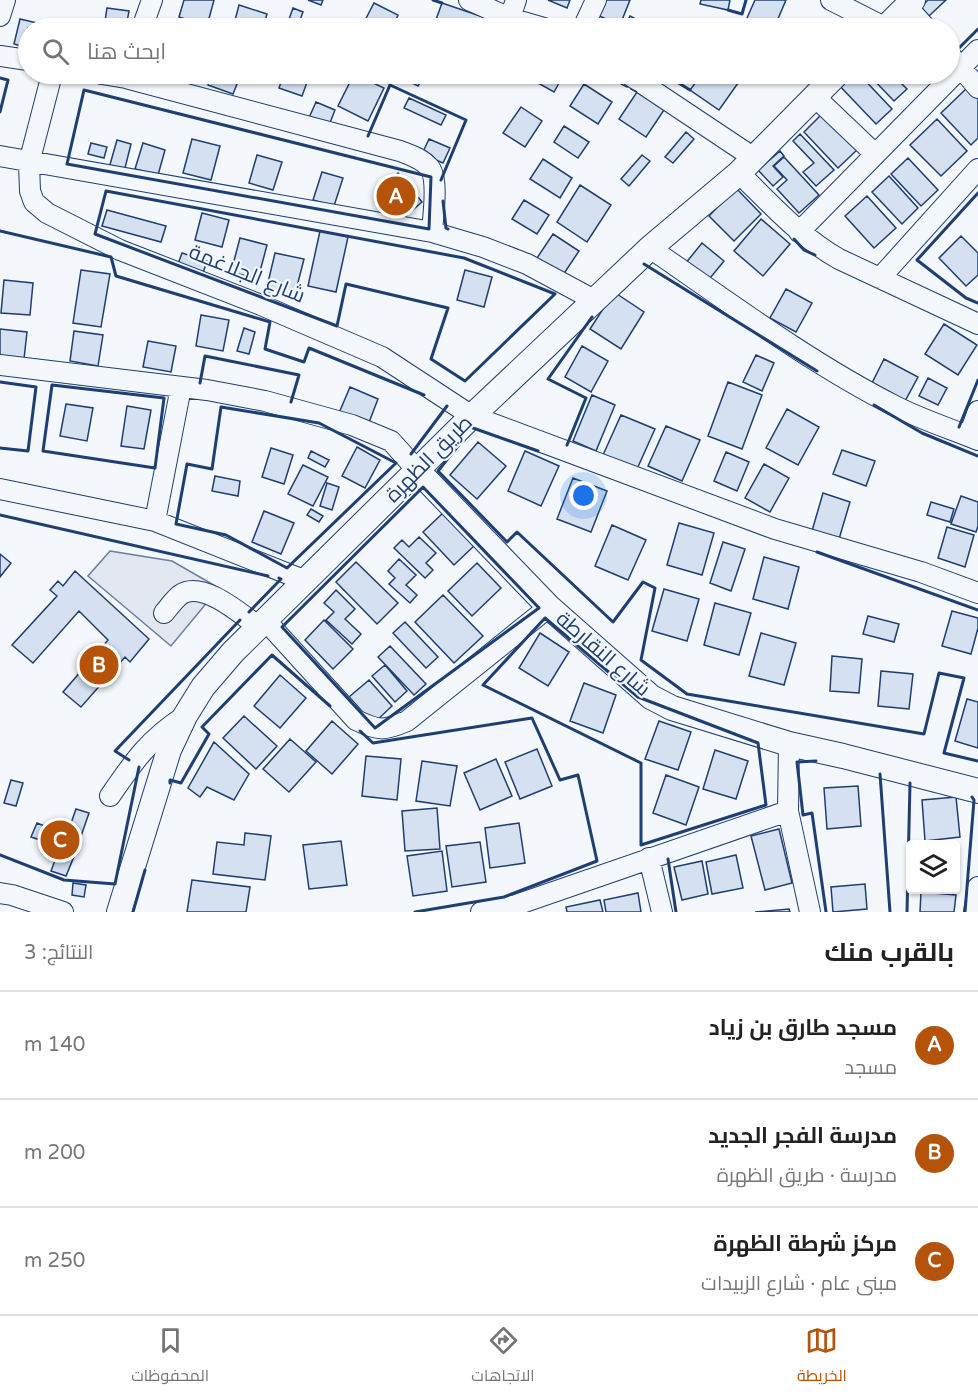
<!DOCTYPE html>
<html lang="ar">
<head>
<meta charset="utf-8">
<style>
	body { margin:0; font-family:"Varela Round",Cairo,sans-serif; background:#f2f2f2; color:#222; direction:rtl }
	.controls { position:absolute; right:18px; bottom:18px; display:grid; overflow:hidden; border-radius:6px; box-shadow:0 2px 4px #0004 }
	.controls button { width:54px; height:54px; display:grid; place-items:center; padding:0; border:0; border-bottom:2px solid #e0e0e0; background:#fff; color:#222; font:30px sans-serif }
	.you { position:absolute; left:584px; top:496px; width:21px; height:21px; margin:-15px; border:4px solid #fff; border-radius:50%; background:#1a73e8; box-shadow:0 0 0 9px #1a73e833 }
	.badge { display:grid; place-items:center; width:39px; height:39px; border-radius:50%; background:#b45309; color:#fff; font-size:20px; font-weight:700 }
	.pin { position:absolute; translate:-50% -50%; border:3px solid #fff; box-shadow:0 2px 6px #0006 }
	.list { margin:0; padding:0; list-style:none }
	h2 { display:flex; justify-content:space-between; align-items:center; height:78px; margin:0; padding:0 24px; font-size:26px }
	h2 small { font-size:20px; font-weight:400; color:#767676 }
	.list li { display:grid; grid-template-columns:39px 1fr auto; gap:18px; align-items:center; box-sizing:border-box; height:108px; padding:0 24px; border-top:2px solid #e0e0e0 }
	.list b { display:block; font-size:22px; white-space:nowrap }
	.list p { margin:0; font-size:20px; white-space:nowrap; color:#767676 }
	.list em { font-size:20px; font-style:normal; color:#767676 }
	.icon { flex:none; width:33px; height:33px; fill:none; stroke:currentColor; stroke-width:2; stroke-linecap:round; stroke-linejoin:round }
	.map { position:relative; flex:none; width:978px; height:912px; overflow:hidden; direction:ltr }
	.search { position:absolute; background:#fff; box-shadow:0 2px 4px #0004; left:18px; right:18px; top:18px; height:66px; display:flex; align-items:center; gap:15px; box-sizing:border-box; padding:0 21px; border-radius:33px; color:#767676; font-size:22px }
	.sheet { height:402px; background:#fff }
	nav { display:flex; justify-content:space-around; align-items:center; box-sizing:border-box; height:84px; border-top:2px solid #e0e0e0; background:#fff; font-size:16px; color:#767676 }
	nav a { display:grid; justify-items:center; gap:3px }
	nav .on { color:#b45309 }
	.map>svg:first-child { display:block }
</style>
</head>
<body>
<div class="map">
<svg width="978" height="912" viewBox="0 0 978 912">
	<rect width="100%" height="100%" fill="#f4f7fb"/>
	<path fill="#e3e8f0" stroke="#687fa3" stroke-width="1.5" d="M110,551L172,561L219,588L171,646L88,576Z"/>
	<path fill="#d5e0f0" stroke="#1d3f73" stroke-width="1.5" d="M184,0H214L207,26L179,17Z
		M308,0H323L321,5Z
		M548,0H570L567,8Z
		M603,0H630L620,25L597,15Z
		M701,0H730L728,10L700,4Z
		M755,0H786L774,28L747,18Z
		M928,0H946L929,16L921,7Z
		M374,3L398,15L392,28H361Z
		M442,3L483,17L479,28H433Z
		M239,5L267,14L263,28H233Z
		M107,8L129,11L126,28H104Z
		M293,8L303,12L297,28H286Z
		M630,16L645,24L643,28H624Z
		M20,19L50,26L49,28H28V48L14,44Z
		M212,74H241L233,94L208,85Z
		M284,74H310L302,96L279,88Z
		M354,74L384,88L368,121L338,106Z
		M415,74H425L418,86L410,82Z
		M522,74H564L554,92Z
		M702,74H739L743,76L719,110L690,90Z
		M845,74H859L892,109L876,124L836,82Z
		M868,74H892L907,89L894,101Z
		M899,74H912L905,80Z
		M584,84L612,102L598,124L570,106Z
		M967,88L978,99V138L971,145L941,113Z
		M637,92L664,110L646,137L619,119Z
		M409,98L446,115L441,125L404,108Z
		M316,102L335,110L328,128L308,120Z
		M521,107L542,121L525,147L503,133Z
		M824,112L859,148L838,168L804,132Z
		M937,119L967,151L941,176L910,145Z
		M564,126L589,142L578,158L554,142Z
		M686,132L694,139L673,163L665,157Z
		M800,134L834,170L816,186L803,172L814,163L793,141Z
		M192,139L220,146L211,180L183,173Z
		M429,139L450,148L443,163L422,154Z
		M117,140L131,144L124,172L109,168Z
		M91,143L107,147L104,158L88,154Z
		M143,143L165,150L158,175L135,169Z
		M780,151L784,156L773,166L783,177L773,186L758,170Z
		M257,155L282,162L273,190L249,183Z
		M642,155L650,161L629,186L621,179Z
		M784,157L819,195L799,213L777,189L787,180L774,166Z
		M908,158L938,190L921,206L891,174Z
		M543,159L572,178L560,198L530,179Z
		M322,172L343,178L334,206L313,200Z
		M398,173L422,202L401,220L377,191Z
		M889,176L918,208L902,224L872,192Z
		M580,185L611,205L587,242L557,222Z
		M736,188L761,214L734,241L709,216Z
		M867,196L896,228L874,248L845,216Z
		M524,200L549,215L537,234L512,219Z
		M107,210L166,226L161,242L102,226Z
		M202,213L229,220L222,247L195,240Z
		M761,219L790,244L763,276L734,251Z
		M320,231L348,237L336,292L308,286Z
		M553,234L579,251L563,275L537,258Z
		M961,236L978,253V275L966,286L939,258Z
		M240,238L267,245L258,279L231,272Z
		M702,243L724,261L706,283L685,264Z
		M182,253L207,261L203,273L178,264Z
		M275,253L304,259L294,298L266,291Z
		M81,270L110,274L101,327L73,323Z
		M465,270L492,277L484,307L457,300Z
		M4,280L33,283L30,315L1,313Z
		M786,289L812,303L796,332L770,318Z
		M614,292L644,312L621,349L590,329Z
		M201,315L229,320L223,351L196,346Z
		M944,324L977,345L958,375L925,354Z
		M244,328L255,332L249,354L237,351Z
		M0,329L27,332L24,359L0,357Z
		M74,331L103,335L98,366L70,361Z
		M148,341L176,346L171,372L143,367Z
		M582,346L608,361L591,392L565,377Z
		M756,355L774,363L762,391L743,382Z
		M884,359L918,377L904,403L871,385Z
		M928,378L947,388L938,405L919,396Z
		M728,382L762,395L742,449L708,436Z
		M350,387L378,399L368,425L339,413Z
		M592,395L615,405L596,451L573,441Z
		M66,404L93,408L87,441L60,436Z
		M127,406L151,410L144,449L121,446Z
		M787,409L819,427L798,465L766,448Z
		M621,415L655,429L637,469L603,455Z
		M666,426L700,440L682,481L648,466Z
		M478,442L506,466L477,499L450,475Z
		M357,447L380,460L365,488L342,476Z
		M271,448L293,455L284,484L262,477Z
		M842,450L875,461L866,486L833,474Z
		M311,451L329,460L325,467L308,458Z
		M525,451L559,466L541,506L508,491Z
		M726,452L749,462L737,491L714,481Z
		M764,464L789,478L770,512L745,498Z
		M303,465L328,477L313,506L288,494Z
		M215,476L240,481L238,496L212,491Z
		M573,478L607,491L591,532L557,519Z
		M327,483L339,487L332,510L320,506Z
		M823,493L850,502L839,539L812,531Z
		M961,496L978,502V526L976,532L951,524Z
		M931,502L954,509L950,522L927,515Z
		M311,509L323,516L319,522L307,515Z
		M264,511L294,523L281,554L252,542Z
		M444,512L475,545L454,565L423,532Z
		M679,523L714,533L702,575L667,565Z
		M612,525L646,540L628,580L595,566Z
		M947,527L974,535L965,567L938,558Z
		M419,537L436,553L426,563L433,570L425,578L394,548L402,540L409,547Z
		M723,542L745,549L731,591L710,583Z
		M0,554L11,563L0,577Z
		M764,557L799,567L788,609L753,599Z
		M399,559L416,575L406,585L417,595L410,603L389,584L395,578L388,571Z
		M356,562L398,603L377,624L336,582Z
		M477,563L501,588L472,616L448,591Z
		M75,571L149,639L130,662L125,657L81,707L63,692L108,640L79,611L33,663L12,645L57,596L50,590L58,581L63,586Z
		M664,589L699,599L687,641L652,631Z
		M336,590L355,609L345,619L361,634L352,644L326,620L334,612L324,603Z
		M443,595L483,636L454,663L415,622Z
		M715,603L751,613L739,655L704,645Z
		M952,611L978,618V628L971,654L942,646Z
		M868,616L899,624L894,642L863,634Z
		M324,620L353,649L333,669L305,640Z
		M405,622L438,657L426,668L393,633Z
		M540,633L569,652L548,686L519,668Z
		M761,633L796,643L784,685L749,676Z
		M390,646L426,684L414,695L378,657Z
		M832,656L862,659L859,693L830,691Z
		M385,665L407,691L395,702L372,676Z
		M881,671L913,674L909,709L878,706Z
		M280,675L306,698L280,728L254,706Z
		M369,680L392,706L373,724L349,697Z
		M584,683L616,695L603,733L570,721Z
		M967,699L978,702V748L955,741Z
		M244,716L277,746L256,769L223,738Z
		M332,721L358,744L332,774L306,751Z
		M659,721L691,732L678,770L645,759Z
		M290,739L316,762L289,792L263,769Z
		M214,742L249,774L234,800L207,787L200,797L188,788Z
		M537,749L552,786L520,799L505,762Z
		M715,750L748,761L736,799L703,789Z
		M366,756L401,759L397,800L362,796Z
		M496,759L512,796L480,810L464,773Z
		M422,761L457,766L450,806L416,801Z
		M666,775L699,787L686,825L653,813Z
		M11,780L23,783L16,806L4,803Z
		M858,786L861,826L827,829L824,788Z
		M956,797L960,837L925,841L922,800Z
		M437,808L440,849L405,851L402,811Z
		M76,809L89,813L80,839L71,836L67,850L75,854L66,876L51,871L57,855L46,842L31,837L37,823L52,829H69Z
		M519,823L525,863L490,868L485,828Z
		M779,829L792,883L765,890L751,836Z
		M245,833L271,836L265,880L213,874L217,842L244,845Z
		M341,841L347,885L309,889L303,845Z
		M480,842L486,882L452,887L446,846Z
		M956,847H959L956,888Z
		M442,851L447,891L413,896L407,856Z
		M736,855L743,888L712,894L706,862Z
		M702,861L708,894L682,900L674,867Z
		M192,880L250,887L246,912H187Z
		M73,883L86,885L84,897L72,895Z
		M865,884L867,909L833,912L831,887Z
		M921,892L956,895L954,912H920Z
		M638,893L641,912H606L604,900Z
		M600,900L603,912H567L566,907Z
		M789,909L790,912H755Z"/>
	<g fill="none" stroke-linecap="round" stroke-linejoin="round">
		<defs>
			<path id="minor" d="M469,0L510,18L544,28
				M831,0L886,28
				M907,7L926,28
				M0,16L5,0
				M510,18L516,0
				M142,28L152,0
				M583,28L596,0
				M950,55L978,88
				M0,56L28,60
				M52,74L29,163L30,191L34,202L47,213L120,250L261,305L382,357L472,416L775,529L921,572L978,593
				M102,74L126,78L400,151C410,155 421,158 429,167C439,178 433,216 432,232
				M628,74L754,158
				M814,96L875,154
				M0,156L432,232L483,247L527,264L594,300
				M739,173C771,204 800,237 839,259L978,324
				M799,232L978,50
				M650,248C730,303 810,363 897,407C923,420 951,429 978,440
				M880,278L978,169
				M0,365L207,390L265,401L352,425L391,441L417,470
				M969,436L978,411
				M0,489L155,521L306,581
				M155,521L181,387
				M164,613C169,607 174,600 180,595C202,579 242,615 259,627
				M266,621L356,720C378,731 384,731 407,721L549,607
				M789,744L788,811L810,912
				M110,796C134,761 149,739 185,716
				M649,858L662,912
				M0,893L12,895L63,912
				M481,912L516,905L788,811
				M974,912L978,887"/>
			<path id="major" d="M885,28L913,0
				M417,470L549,607L651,697L672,708L789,744L843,756L978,791
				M119,912L169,750L185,716L203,687L233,652L472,416L650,248L739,173L837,74"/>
		</defs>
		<use href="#minor" stroke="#1d3f73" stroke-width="22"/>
		<use href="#major" stroke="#1d3f73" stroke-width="26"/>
		<use href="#minor" stroke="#f4f7fb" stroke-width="20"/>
		<use href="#major" stroke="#f4f7fb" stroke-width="24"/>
		<path stroke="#1d3f73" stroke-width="1.5" stroke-dasharray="8 3" stroke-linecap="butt" d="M601,74L637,92"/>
		<path stroke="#1d3f73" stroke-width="3" d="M433,0L442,3
			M728,10L742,14L746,0
			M950,41L958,49L978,29
			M664,74L690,90
			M0,78L8,80L0,112
			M84,90L431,177L429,229L67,164Z
			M368,136L390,85L466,120L441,180
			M106,191L464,258L555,294L465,381L431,359L448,308L346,284L337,326L95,234Z
			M978,193L917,260L966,298L978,303
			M443,201L446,228L448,229
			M0,231L111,257L116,276L270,322L265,349L304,362L309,348L424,395
			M794,239L804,250L815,255
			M644,264L817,371
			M0,382L36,387L28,451L0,448
			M200,383L205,356L299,375L291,402
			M52,385L164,398L155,468L43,451Z
			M874,405L922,433L978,456
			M221,407L319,423L396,463L287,568L226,535L176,524L187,464L212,469Z
			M959,427L978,380
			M473,428L538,451
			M567,445L586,398L548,379L592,317
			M458,446L438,471L507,542L517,532L613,622L643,582L655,588L641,660L687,694L924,734L939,673L964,678L944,753L978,761
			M411,454L447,406
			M423,487L539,608L375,728L282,627Z
			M0,515L268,576
			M817,552L978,610
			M249,612L281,579L279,578
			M545,618L638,697L758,743L766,805L641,845V763L483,685Z
			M360,731L373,743L532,718L560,780L578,775L597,861L504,897L415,912
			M129,760L115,751L240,620
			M816,761L797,762L803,815L812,813L826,912
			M880,774L890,912
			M170,783V780L181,783L209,734L202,727L272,655L330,706
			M0,855L64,880L115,884L139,767
			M668,859L676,912
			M133,912L145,870
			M907,912L910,783
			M965,912L974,800L972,797"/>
	</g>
	<g text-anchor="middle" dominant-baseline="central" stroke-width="4.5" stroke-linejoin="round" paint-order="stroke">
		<g font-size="21" fill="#1d3f73" stroke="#f4f7fb">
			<text transform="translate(247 274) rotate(22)">شارع الجلاغمة</text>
			<text transform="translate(429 459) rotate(-45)">طريق الظهرة</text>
			<text transform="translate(603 654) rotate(41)">شارع النقارطة</text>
		</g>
	</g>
</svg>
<div class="controls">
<button><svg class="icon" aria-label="layers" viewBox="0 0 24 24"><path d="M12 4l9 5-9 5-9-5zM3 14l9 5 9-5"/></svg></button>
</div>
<div class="you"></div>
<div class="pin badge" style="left:396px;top:196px">A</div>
<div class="pin badge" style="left:99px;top:665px">B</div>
<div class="pin badge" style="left:60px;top:840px">C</div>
<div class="search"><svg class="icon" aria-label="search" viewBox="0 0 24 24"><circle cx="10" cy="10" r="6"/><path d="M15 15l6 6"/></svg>ابحث هنا</div>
</div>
<section class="sheet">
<h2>بالقرب منك<small>النتائج: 3</small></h2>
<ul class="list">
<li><span class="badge">A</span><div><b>مسجد طارق بن زياد</b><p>مسجد</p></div><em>140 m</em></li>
<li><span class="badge">B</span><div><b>مدرسة الفجر الجديد</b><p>مدرسة · طريق الظهرة</p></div><em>200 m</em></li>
<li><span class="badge">C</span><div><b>مركز شرطة الظهرة</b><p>مبنى عام · شارع الزبيدات</p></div><em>250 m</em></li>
</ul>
</section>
<nav>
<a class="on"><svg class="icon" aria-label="map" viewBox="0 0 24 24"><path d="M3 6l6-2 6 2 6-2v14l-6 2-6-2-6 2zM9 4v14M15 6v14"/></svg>الخريطة</a>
<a><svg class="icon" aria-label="directions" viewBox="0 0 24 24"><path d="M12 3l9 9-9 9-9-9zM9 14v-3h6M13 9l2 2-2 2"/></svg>الاتجاهات</a>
<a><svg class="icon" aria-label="saved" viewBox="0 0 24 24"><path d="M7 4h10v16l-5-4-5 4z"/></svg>المحفوظات</a>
</nav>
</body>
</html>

· · · ·

• Problem details
Among the lines above, count those containing "place" and give only that count.

• Exercise solution
2